_DESCRIPTION OF THE TASK:_ Go over the entries below line by line, copying each one that contains the word "strokeStyle".

_INPUT MATERIAL:_

+ + + + +

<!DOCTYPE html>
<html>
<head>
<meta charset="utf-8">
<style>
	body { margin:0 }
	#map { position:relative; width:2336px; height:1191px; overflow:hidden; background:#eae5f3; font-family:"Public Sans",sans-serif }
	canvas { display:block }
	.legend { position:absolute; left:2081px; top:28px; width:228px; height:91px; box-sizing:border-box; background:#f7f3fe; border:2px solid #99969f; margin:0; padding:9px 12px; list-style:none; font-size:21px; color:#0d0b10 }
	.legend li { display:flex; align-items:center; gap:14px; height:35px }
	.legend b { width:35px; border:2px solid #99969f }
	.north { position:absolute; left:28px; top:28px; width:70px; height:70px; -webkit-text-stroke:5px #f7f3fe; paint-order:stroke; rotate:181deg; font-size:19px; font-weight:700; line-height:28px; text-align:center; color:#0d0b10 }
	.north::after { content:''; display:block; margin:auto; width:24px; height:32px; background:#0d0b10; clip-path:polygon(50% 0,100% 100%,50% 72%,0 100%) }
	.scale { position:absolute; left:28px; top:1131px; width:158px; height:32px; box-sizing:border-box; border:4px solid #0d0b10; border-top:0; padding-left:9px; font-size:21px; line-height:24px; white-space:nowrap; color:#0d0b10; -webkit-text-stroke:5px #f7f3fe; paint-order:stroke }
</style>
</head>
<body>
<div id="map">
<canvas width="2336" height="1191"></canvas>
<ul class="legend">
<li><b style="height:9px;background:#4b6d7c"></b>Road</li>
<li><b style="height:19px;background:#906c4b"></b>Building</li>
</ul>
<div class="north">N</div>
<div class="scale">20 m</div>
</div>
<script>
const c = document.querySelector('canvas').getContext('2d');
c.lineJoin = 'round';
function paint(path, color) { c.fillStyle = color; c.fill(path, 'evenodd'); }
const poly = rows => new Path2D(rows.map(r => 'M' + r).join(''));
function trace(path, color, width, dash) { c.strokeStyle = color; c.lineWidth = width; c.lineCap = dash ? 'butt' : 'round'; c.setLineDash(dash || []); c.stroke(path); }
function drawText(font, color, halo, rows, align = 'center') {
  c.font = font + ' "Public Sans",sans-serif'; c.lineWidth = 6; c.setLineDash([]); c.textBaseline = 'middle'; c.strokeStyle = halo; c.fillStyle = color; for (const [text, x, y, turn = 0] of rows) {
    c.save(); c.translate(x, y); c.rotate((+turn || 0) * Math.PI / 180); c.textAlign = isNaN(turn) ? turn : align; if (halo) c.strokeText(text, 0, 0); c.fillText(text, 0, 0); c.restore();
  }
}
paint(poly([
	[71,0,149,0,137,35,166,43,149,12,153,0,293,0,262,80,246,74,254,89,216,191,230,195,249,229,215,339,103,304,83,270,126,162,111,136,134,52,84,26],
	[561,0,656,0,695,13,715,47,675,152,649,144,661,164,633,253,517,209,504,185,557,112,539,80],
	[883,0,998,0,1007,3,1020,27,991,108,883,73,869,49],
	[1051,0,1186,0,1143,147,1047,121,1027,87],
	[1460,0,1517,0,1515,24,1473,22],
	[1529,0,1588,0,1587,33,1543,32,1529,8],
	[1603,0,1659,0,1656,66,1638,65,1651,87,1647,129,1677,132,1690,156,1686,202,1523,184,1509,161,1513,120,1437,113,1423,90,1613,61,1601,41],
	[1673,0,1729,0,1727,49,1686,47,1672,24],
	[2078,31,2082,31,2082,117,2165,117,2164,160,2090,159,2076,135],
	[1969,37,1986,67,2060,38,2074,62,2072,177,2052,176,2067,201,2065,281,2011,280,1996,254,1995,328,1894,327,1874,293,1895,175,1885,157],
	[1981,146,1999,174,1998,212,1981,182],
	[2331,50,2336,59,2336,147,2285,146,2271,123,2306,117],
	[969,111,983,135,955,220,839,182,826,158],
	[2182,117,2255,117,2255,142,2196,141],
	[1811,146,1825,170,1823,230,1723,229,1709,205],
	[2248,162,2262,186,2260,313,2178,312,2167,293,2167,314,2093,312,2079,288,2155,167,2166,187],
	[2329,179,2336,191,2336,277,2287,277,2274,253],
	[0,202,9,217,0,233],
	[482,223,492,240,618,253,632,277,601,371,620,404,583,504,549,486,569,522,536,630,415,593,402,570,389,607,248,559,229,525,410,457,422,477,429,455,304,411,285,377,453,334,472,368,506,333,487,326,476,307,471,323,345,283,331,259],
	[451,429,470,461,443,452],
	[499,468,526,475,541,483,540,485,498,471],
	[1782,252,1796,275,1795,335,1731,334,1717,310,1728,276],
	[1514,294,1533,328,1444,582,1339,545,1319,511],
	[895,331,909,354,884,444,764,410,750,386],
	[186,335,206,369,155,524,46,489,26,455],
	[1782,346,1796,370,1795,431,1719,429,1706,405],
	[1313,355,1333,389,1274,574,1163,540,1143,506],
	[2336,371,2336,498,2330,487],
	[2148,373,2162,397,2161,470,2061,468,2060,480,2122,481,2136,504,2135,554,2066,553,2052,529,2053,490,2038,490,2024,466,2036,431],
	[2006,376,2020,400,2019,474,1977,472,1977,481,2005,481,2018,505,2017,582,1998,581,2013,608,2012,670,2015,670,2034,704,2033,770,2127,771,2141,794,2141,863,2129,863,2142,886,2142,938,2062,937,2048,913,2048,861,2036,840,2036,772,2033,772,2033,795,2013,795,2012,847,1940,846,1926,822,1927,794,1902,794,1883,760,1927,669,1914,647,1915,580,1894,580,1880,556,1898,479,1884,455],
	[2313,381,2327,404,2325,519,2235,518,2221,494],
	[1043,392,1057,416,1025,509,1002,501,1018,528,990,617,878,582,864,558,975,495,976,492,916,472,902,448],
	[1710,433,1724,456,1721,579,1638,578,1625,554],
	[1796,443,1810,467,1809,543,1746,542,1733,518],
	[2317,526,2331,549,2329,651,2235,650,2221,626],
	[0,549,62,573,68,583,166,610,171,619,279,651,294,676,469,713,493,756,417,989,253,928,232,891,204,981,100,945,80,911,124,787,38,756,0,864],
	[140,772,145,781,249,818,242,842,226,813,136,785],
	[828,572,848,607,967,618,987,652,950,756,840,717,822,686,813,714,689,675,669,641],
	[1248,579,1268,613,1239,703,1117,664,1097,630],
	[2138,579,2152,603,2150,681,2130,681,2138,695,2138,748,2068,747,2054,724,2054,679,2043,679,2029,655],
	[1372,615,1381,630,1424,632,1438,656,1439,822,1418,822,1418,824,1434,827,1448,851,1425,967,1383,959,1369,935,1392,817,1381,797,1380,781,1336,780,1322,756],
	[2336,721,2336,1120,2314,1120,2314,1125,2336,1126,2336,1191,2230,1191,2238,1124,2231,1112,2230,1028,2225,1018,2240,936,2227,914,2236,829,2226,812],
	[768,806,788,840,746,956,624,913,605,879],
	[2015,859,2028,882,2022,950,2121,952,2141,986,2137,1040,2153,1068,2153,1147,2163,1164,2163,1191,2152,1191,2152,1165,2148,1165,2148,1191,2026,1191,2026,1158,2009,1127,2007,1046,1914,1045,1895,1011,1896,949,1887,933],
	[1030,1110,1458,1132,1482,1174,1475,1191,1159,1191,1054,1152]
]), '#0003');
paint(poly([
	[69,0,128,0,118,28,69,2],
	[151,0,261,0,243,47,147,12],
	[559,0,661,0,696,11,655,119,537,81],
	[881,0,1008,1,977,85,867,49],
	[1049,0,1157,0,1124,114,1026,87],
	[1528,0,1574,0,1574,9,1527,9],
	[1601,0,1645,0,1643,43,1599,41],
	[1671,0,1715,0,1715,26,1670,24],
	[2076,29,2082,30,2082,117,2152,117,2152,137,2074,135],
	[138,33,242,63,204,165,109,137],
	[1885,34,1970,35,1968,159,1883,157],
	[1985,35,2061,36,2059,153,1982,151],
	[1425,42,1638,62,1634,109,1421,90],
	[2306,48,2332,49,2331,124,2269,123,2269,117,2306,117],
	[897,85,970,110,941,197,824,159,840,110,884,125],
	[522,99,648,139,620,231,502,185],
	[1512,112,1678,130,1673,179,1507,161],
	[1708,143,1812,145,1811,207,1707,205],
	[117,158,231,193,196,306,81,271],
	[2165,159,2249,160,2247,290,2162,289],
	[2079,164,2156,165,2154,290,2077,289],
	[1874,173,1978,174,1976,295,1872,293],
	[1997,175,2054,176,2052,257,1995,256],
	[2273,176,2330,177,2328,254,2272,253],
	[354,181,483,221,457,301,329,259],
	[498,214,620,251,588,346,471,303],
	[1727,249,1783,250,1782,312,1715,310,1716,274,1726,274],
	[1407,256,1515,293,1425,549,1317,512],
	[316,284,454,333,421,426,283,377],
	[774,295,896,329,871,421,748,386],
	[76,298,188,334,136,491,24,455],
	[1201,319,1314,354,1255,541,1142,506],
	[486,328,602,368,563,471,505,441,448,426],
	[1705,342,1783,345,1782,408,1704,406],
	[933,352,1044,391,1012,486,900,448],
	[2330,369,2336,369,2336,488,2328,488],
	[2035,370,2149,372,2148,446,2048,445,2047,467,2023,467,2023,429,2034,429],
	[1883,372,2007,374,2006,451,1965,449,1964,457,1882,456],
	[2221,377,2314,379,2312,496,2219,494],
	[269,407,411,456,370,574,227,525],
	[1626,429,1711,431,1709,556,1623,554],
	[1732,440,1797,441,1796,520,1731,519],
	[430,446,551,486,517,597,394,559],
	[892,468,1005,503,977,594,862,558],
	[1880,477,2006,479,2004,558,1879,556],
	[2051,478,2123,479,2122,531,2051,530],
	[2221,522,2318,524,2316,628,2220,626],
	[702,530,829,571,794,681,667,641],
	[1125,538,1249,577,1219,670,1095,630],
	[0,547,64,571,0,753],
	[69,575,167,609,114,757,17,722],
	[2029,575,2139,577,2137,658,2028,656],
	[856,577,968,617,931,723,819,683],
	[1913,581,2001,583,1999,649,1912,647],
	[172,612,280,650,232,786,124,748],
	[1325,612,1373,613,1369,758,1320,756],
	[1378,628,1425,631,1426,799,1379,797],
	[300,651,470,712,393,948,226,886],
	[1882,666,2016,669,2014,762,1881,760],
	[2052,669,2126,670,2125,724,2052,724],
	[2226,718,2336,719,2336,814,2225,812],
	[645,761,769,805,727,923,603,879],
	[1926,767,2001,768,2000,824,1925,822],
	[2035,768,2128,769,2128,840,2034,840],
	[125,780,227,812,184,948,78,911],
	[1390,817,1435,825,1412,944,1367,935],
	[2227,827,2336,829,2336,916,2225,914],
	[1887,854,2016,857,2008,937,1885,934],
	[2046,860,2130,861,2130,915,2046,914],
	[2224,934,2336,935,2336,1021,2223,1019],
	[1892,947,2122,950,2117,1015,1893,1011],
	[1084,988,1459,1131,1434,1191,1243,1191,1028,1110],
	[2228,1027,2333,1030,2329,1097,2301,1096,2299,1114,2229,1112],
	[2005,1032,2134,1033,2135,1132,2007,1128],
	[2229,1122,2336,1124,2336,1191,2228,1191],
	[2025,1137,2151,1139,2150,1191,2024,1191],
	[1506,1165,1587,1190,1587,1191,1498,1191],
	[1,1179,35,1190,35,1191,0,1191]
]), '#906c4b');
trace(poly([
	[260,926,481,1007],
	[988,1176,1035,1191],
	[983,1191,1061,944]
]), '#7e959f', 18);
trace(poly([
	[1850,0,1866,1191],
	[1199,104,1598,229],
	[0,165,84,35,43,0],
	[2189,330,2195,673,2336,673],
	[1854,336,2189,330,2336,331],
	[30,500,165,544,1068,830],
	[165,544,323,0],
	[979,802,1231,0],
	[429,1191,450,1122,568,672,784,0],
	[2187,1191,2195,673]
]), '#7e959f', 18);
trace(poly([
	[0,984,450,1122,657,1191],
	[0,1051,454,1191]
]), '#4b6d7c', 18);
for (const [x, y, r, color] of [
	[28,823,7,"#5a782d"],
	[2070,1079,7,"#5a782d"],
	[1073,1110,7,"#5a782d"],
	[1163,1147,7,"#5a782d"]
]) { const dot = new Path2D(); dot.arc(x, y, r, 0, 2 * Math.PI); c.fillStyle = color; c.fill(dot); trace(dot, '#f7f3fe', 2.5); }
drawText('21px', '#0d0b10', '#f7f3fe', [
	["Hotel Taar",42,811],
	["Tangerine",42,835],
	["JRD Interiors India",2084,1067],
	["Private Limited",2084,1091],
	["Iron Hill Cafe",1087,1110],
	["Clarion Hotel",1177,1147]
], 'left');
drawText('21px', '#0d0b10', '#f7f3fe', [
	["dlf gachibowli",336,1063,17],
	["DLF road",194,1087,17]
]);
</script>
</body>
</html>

+ + + + +

_ANSWER FOR THIS EXERCISE:_
function trace(path, color, width, dash) { c.strokeStyle = color; c.lineWidth = width; c.lineCap = dash ? 'butt' : 'round'; c.setLineDash(dash || []); c.stroke(path); }
  c.font = font + ' "Public Sans",sans-serif'; c.lineWidth = 6; c.setLineDash([]); c.textBaseline = 'middle'; c.strokeStyle = halo; c.fillStyle = color; for (const [text, x, y, turn = 0] of rows) {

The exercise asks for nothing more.